### Available data
[Start of Attachment]

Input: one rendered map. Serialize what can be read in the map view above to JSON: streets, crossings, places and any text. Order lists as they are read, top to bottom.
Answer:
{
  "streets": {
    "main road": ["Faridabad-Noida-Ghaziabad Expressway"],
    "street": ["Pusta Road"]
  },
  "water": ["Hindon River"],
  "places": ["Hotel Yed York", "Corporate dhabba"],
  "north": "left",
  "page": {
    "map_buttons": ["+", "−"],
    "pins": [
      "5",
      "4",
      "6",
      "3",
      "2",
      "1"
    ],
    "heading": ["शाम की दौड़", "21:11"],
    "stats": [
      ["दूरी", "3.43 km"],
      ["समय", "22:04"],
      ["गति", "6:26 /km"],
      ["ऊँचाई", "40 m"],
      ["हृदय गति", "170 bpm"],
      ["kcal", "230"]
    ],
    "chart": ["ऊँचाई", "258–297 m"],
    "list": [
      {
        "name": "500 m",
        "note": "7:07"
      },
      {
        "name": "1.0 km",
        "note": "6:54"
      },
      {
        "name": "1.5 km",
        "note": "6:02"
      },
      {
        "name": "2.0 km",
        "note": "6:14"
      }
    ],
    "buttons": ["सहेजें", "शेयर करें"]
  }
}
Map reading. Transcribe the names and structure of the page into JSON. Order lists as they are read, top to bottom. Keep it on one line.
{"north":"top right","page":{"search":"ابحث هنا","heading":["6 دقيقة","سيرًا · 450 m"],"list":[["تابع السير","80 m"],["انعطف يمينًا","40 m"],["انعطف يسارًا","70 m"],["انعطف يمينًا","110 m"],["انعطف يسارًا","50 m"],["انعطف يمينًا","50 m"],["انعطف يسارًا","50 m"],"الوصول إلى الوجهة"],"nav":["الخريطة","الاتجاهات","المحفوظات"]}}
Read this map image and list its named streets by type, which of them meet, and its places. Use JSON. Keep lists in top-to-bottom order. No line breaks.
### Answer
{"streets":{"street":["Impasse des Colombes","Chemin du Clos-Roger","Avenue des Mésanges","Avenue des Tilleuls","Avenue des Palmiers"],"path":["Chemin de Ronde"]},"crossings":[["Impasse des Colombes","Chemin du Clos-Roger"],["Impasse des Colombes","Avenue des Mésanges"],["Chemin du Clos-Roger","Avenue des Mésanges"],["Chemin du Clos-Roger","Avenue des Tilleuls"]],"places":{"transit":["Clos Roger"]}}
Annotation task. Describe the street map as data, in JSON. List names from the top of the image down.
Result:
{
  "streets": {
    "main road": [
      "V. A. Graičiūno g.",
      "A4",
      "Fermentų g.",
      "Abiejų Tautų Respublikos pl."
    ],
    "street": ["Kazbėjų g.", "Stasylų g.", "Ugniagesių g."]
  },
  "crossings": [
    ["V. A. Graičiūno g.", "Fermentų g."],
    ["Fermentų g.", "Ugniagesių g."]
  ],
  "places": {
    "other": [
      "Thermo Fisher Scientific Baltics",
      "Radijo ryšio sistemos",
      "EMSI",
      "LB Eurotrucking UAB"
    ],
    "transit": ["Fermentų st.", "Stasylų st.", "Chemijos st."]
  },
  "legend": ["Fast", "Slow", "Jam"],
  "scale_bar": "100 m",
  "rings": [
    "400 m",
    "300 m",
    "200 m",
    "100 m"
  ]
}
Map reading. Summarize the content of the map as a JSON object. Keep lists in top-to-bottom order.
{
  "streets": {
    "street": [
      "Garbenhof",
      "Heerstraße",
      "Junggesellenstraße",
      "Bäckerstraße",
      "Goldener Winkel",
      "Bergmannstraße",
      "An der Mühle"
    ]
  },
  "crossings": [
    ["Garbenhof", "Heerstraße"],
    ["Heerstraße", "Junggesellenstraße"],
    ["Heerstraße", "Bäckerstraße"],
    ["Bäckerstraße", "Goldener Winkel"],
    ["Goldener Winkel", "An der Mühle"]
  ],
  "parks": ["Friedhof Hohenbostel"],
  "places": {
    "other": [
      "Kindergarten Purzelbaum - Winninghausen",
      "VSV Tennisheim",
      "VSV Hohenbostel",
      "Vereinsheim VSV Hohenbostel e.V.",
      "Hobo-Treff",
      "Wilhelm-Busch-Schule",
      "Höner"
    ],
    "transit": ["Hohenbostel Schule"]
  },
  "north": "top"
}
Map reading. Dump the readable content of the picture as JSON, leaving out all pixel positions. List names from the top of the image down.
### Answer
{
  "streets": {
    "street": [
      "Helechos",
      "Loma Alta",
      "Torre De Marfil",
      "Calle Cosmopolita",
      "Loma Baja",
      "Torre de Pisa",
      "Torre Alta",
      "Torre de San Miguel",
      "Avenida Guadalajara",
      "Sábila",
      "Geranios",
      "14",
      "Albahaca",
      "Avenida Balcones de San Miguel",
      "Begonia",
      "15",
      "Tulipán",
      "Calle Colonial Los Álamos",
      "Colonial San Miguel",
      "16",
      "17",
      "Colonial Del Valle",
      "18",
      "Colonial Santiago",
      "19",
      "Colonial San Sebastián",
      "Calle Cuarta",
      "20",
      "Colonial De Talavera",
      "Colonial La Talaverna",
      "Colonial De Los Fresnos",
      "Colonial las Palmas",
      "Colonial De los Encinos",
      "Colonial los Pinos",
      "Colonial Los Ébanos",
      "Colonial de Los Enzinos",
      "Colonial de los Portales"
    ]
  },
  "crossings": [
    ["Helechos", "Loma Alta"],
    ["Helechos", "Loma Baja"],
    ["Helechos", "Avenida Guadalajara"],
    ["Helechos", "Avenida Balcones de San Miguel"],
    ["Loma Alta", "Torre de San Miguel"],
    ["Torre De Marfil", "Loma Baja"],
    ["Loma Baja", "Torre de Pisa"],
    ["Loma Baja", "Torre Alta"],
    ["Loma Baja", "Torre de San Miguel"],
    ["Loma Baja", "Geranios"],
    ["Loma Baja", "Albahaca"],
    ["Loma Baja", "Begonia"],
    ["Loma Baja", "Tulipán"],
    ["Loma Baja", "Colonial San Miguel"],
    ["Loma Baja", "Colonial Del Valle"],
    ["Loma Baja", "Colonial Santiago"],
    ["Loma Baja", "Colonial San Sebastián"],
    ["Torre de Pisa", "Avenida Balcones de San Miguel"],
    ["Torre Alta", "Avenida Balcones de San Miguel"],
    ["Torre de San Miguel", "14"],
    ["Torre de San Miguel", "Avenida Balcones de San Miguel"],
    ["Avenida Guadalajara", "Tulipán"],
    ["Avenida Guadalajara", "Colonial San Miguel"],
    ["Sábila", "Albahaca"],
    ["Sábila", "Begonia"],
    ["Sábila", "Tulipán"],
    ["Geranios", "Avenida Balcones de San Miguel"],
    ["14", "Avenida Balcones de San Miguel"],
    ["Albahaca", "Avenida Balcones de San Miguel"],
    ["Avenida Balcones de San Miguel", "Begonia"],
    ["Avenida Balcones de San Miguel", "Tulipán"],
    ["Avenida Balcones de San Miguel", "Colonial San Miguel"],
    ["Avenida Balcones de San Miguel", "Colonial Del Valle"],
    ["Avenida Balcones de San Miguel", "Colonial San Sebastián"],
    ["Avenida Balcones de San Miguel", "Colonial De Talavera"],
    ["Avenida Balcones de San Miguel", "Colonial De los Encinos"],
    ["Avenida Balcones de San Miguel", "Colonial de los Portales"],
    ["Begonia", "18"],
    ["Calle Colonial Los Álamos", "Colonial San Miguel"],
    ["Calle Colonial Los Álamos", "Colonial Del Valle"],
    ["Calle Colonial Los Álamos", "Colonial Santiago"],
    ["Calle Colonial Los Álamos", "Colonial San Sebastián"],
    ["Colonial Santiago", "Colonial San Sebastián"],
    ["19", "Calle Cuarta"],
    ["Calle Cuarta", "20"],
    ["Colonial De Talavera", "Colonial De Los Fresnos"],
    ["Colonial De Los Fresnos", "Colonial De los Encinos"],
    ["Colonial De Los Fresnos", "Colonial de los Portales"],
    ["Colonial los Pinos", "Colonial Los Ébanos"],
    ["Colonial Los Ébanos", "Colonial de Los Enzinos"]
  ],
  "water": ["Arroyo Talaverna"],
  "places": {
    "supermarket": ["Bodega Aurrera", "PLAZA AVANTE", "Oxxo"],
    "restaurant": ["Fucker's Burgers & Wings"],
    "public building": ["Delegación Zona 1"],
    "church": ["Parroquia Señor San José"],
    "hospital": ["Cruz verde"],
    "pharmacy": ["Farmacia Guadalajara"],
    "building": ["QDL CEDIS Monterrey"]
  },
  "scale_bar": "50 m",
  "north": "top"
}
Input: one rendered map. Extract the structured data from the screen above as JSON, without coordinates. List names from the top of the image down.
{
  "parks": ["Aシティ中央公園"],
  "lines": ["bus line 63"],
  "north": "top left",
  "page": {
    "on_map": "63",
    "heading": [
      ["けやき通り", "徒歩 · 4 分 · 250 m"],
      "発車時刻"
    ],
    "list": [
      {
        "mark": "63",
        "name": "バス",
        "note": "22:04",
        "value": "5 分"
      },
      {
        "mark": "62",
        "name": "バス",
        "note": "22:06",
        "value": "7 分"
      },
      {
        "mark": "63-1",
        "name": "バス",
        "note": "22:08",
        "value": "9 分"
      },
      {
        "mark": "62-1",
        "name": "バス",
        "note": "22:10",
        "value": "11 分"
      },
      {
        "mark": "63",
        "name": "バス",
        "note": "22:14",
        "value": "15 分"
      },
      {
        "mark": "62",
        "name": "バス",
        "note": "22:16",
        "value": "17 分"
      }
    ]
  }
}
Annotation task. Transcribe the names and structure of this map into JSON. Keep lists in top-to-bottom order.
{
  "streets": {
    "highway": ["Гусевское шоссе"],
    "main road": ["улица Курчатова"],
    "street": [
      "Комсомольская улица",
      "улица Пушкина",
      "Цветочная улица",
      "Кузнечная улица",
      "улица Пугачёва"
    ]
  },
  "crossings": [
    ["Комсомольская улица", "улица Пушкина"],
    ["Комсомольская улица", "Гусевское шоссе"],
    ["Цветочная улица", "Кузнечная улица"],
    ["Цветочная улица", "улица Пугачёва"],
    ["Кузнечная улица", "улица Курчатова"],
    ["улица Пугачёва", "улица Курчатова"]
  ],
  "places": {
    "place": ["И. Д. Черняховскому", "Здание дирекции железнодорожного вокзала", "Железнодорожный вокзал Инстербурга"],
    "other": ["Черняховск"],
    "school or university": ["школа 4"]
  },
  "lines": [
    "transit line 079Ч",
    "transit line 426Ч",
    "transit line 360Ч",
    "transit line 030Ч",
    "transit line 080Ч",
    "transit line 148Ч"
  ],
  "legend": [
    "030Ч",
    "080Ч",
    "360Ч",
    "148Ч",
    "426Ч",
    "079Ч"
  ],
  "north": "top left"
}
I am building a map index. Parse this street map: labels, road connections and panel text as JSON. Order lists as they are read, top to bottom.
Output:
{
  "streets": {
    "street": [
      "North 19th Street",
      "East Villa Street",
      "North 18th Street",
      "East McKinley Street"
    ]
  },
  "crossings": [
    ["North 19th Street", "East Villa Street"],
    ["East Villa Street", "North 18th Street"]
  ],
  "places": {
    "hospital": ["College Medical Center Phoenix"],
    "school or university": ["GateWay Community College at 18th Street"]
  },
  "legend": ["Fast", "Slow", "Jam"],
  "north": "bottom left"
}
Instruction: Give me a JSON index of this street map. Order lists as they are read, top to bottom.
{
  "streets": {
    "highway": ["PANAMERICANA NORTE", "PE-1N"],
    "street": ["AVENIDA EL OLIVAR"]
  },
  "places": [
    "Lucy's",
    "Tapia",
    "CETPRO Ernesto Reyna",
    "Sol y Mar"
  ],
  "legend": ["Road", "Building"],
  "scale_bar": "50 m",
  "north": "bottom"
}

[End of Attachment]

### What this task involves
At the first line of the material above, start reproducing each line exactly, and end with the line that holds "Read this map", adding nothing.

### Result of this task
Input: one rendered map. Serialize what can be read in the map view above to JSON: streets, crossings, places and any text. Order lists as they are read, top to bottom.
Answer:
{
  "streets": {
    "main road": ["Faridabad-Noida-Ghaziabad Expressway"],
    "street": ["Pusta Road"]
  },
  "water": ["Hindon River"],
  "places": ["Hotel Yed York", "Corporate dhabba"],
  "north": "left",
  "page": {
    "map_buttons": ["+", "−"],
    "pins": [
      "5",
      "4",
      "6",
      "3",
      "2",
      "1"
    ],
    "heading": ["शाम की दौड़", "21:11"],
    "stats": [
      ["दूरी", "3.43 km"],
      ["समय", "22:04"],
      ["गति", "6:26 /km"],
      ["ऊँचाई", "40 m"],
      ["हृदय गति", "170 bpm"],
      ["kcal", "230"]
    ],
    "chart": ["ऊँचाई", "258–297 m"],
    "list": [
      {
        "name": "500 m",
        "note": "7:07"
      },
      {
        "name": "1.0 km",
        "note": "6:54"
      },
      {
        "name": "1.5 km",
        "note": "6:02"
      },
      {
        "name": "2.0 km",
        "note": "6:14"
      }
    ],
    "buttons": ["सहेजें", "शेयर करें"]
  }
}
Map reading. Transcribe the names and structure of the page into JSON. Order lists as they are read, top to bottom. Keep it on one line.
{"north":"top right","page":{"search":"ابحث هنا","heading":["6 دقيقة","سيرًا · 450 m"],"list":[["تابع السير","80 m"],["انعطف يمينًا","40 m"],["انعطف يسارًا","70 m"],["انعطف يمينًا","110 m"],["انعطف يسارًا","50 m"],["انعطف يمينًا","50 m"],["انعطف يسارًا","50 m"],"الوصول إلى الوجهة"],"nav":["الخريطة","الاتجاهات","المحفوظات"]}}
Read this map image and list its named streets by type, which of them meet, and its places. Use JSON. Keep lists in top-to-bottom order. No line breaks.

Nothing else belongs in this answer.